◆ **YOUR INSTRUCTIONS**
As the answer, set down the lines below from the one containing "ctx.fillText(text, 0, 0);" through the one containing "M487,44L533,100L477,148L430,92Z", exactly and inclusively, and no others.

(Stored data entries)
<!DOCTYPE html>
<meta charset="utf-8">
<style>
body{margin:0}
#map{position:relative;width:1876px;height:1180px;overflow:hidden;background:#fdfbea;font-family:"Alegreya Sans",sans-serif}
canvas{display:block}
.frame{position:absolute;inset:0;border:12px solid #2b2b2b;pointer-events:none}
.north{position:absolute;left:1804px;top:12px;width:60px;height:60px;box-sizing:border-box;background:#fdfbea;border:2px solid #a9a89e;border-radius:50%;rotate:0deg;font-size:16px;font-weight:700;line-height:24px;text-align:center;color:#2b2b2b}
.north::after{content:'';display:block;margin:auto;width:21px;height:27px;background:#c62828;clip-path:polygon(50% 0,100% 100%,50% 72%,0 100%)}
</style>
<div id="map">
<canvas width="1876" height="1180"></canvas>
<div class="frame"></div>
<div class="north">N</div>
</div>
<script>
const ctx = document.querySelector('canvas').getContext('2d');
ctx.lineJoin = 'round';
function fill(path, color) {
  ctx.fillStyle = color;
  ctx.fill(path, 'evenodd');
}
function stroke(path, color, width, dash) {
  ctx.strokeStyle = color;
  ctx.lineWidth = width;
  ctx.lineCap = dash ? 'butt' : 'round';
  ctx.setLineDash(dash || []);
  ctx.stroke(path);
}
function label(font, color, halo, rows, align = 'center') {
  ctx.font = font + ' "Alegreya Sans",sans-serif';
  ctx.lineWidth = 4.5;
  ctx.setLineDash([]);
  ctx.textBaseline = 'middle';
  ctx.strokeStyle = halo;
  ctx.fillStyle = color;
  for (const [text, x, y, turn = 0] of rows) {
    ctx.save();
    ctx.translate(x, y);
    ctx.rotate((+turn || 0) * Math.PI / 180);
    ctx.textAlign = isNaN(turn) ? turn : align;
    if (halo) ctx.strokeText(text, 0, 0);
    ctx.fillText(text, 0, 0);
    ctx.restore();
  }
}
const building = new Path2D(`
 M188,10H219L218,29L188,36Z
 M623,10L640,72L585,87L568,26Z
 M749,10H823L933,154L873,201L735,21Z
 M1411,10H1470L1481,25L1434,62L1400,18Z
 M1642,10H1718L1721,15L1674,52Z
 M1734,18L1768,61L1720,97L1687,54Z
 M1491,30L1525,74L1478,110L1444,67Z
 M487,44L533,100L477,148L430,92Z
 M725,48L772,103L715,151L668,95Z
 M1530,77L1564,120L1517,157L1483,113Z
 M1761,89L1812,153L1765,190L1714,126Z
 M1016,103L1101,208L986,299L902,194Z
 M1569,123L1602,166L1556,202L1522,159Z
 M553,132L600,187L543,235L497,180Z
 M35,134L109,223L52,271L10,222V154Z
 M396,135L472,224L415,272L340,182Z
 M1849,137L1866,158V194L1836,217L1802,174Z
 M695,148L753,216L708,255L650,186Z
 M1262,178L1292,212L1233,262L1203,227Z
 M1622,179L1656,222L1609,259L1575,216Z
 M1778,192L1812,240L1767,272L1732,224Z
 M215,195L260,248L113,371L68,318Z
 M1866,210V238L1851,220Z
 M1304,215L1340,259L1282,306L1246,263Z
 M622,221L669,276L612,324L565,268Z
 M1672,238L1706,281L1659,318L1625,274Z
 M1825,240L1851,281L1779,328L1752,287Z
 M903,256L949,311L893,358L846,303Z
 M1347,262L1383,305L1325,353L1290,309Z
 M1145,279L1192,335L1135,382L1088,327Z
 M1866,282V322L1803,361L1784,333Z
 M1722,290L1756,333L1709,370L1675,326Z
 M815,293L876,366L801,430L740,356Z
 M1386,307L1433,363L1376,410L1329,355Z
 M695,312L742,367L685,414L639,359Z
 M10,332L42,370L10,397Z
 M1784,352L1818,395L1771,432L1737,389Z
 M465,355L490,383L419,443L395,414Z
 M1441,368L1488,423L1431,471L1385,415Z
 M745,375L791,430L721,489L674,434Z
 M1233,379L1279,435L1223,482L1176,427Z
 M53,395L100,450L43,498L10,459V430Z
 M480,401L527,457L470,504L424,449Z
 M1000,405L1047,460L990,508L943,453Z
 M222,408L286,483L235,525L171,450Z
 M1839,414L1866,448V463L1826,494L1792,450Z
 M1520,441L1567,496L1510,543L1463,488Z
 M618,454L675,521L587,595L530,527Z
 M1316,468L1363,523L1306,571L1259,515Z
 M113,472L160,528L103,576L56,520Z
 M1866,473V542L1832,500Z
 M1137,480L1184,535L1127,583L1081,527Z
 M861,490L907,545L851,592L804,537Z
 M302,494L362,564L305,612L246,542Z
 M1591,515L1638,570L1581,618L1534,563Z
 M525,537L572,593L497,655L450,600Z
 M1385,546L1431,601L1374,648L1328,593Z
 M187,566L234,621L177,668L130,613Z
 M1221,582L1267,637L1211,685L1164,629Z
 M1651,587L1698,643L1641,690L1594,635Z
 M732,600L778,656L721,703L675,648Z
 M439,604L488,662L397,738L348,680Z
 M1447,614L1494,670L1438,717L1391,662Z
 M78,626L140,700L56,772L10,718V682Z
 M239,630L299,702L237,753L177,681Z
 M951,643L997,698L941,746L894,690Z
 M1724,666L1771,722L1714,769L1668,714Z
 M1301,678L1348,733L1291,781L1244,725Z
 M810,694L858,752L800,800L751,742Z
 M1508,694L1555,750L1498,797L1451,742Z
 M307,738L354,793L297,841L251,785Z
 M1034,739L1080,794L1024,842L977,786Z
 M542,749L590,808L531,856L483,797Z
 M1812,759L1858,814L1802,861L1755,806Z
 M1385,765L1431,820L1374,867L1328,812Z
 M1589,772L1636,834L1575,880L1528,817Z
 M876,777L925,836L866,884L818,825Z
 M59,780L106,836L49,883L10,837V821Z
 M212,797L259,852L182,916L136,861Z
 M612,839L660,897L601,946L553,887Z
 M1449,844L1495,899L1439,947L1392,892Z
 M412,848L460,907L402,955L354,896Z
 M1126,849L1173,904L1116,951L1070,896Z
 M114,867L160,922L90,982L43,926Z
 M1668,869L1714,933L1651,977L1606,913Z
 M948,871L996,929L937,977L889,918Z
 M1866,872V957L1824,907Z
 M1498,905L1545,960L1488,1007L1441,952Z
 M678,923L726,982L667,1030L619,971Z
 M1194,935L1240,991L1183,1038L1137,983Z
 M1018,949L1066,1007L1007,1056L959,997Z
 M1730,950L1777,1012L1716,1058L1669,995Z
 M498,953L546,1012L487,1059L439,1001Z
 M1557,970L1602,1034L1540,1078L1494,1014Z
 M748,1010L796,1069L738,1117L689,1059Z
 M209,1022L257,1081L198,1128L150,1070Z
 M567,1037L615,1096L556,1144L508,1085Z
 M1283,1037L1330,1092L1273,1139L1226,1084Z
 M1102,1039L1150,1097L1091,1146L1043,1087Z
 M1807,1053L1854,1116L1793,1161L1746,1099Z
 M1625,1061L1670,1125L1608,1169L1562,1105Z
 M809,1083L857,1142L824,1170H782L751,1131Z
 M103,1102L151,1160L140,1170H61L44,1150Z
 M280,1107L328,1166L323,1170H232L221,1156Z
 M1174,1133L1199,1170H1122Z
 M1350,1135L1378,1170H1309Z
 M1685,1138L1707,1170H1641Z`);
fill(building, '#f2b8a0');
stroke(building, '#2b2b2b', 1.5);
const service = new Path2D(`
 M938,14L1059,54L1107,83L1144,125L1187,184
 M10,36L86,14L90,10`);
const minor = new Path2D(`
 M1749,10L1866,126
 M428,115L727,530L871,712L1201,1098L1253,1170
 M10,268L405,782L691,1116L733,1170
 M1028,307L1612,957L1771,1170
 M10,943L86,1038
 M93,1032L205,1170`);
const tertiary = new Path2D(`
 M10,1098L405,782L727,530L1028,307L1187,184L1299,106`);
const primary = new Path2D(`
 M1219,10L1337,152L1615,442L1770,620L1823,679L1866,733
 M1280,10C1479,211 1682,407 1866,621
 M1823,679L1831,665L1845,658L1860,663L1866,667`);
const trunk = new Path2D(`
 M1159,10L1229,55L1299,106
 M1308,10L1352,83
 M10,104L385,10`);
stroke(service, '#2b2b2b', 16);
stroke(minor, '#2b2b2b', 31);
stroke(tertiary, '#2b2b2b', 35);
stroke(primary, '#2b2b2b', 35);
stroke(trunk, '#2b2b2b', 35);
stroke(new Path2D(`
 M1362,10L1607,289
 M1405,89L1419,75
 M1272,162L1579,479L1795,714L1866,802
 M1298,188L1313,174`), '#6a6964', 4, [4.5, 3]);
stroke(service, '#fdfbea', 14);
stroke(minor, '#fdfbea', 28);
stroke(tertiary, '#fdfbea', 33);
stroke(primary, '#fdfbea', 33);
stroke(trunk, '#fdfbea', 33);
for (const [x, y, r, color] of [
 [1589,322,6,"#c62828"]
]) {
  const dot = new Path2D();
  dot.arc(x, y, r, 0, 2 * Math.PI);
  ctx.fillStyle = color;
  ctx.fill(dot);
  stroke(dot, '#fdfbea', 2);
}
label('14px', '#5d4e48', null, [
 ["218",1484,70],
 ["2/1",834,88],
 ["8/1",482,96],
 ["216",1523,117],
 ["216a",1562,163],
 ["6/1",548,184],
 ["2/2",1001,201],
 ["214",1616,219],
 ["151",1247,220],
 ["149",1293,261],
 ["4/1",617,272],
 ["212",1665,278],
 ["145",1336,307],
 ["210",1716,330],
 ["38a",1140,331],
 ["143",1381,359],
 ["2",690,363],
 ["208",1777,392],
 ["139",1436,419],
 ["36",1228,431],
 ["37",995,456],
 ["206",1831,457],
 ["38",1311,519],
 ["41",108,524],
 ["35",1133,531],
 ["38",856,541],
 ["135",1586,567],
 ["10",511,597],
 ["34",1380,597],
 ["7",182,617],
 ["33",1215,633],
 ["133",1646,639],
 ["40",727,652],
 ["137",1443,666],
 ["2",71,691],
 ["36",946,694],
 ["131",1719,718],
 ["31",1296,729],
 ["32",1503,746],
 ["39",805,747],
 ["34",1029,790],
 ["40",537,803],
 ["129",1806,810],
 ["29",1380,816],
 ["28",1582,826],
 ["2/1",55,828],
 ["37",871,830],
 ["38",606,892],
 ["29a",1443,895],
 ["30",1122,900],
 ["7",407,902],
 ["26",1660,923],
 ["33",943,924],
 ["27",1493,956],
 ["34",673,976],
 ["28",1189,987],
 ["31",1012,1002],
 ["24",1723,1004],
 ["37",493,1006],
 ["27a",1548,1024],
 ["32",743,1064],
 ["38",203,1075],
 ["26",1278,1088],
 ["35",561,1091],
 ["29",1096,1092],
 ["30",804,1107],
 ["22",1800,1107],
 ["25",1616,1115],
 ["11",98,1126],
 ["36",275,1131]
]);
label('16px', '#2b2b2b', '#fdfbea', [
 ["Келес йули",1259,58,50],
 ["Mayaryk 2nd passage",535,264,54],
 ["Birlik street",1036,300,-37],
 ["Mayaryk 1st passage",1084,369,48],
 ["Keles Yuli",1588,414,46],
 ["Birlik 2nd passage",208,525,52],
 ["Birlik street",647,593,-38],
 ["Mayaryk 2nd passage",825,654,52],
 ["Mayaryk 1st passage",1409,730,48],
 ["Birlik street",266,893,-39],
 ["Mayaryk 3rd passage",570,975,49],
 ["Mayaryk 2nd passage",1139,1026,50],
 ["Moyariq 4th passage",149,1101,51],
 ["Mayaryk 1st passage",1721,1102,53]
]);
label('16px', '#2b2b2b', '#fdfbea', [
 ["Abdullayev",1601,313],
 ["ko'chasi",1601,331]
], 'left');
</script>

◆ **RESULT**
    ctx.fillText(text, 0, 0);
    ctx.restore();
  }
}
const building = new Path2D(`
 M188,10H219L218,29L188,36Z
 M623,10L640,72L585,87L568,26Z
 M749,10H823L933,154L873,201L735,21Z
 M1411,10H1470L1481,25L1434,62L1400,18Z
 M1642,10H1718L1721,15L1674,52Z
 M1734,18L1768,61L1720,97L1687,54Z
 M1491,30L1525,74L1478,110L1444,67Z
 M487,44L533,100L477,148L430,92Z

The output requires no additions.